After reading the entries below, copy word for word the lines from the first through the line containing "Annotate the map", and stop there.
--- Records for the exercise Enclosed Below ---
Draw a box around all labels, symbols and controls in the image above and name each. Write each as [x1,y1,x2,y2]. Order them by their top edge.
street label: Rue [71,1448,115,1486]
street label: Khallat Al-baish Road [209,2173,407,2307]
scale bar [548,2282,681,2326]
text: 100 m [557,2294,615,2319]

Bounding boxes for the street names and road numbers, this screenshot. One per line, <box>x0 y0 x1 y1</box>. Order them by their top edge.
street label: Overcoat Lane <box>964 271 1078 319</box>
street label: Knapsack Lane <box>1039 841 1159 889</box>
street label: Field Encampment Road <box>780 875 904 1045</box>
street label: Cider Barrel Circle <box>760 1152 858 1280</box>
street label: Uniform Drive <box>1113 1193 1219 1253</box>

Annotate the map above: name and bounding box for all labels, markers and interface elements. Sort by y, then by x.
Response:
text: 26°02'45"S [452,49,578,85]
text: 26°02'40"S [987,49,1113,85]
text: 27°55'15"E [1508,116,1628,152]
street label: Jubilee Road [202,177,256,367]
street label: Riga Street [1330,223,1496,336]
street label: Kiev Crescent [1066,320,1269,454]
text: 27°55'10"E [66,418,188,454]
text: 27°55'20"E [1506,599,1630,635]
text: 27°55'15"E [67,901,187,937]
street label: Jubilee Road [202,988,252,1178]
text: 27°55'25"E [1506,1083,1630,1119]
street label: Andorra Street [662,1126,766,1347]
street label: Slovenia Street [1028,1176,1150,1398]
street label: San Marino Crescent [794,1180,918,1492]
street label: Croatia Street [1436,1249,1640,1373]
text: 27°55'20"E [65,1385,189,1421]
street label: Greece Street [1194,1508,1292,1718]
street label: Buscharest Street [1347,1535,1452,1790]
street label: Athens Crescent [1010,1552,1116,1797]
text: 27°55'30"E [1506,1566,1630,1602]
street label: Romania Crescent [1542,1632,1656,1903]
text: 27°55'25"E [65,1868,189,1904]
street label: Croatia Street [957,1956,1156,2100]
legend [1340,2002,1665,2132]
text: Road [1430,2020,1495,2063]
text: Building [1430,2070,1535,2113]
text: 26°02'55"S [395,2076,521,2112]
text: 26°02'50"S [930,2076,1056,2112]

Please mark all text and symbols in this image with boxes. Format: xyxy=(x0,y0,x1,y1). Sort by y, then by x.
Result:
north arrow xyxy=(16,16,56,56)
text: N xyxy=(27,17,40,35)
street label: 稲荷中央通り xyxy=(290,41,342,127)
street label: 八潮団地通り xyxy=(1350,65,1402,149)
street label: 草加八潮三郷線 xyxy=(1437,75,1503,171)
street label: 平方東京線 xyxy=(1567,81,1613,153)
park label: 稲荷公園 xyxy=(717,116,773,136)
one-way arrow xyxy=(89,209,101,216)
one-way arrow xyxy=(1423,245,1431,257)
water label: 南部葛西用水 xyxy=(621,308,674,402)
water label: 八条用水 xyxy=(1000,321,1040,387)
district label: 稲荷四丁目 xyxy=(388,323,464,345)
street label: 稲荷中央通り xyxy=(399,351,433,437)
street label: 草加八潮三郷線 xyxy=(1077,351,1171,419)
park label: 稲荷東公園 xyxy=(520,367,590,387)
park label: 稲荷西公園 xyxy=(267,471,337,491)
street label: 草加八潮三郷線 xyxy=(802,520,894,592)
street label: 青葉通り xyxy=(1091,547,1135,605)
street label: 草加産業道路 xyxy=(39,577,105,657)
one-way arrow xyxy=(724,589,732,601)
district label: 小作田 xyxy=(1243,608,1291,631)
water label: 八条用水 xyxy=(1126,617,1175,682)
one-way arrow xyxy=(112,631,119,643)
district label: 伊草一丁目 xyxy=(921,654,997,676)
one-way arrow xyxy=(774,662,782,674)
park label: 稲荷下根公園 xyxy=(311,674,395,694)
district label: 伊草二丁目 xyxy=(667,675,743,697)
--- End of Enclosed Records for the exercise ---
→ **Finished exercise**:
Draw a box around all labels, symbols and controls in the image above and name each. Write each as [x1,y1,x2,y2]. Order them by their top edge.
street label: Rue [71,1448,115,1486]
street label: Khallat Al-baish Road [209,2173,407,2307]
scale bar [548,2282,681,2326]
text: 100 m [557,2294,615,2319]

Bounding boxes for the street names and road numbers, this screenshot. One per line, <box>x0 y0 x1 y1</box>. Order them by their top edge.
street label: Overcoat Lane <box>964 271 1078 319</box>
street label: Knapsack Lane <box>1039 841 1159 889</box>
street label: Field Encampment Road <box>780 875 904 1045</box>
street label: Cider Barrel Circle <box>760 1152 858 1280</box>
street label: Uniform Drive <box>1113 1193 1219 1253</box>

Annotate the map above: name and bounding box for all labels, markers and interface elements. Sort by y, then by x.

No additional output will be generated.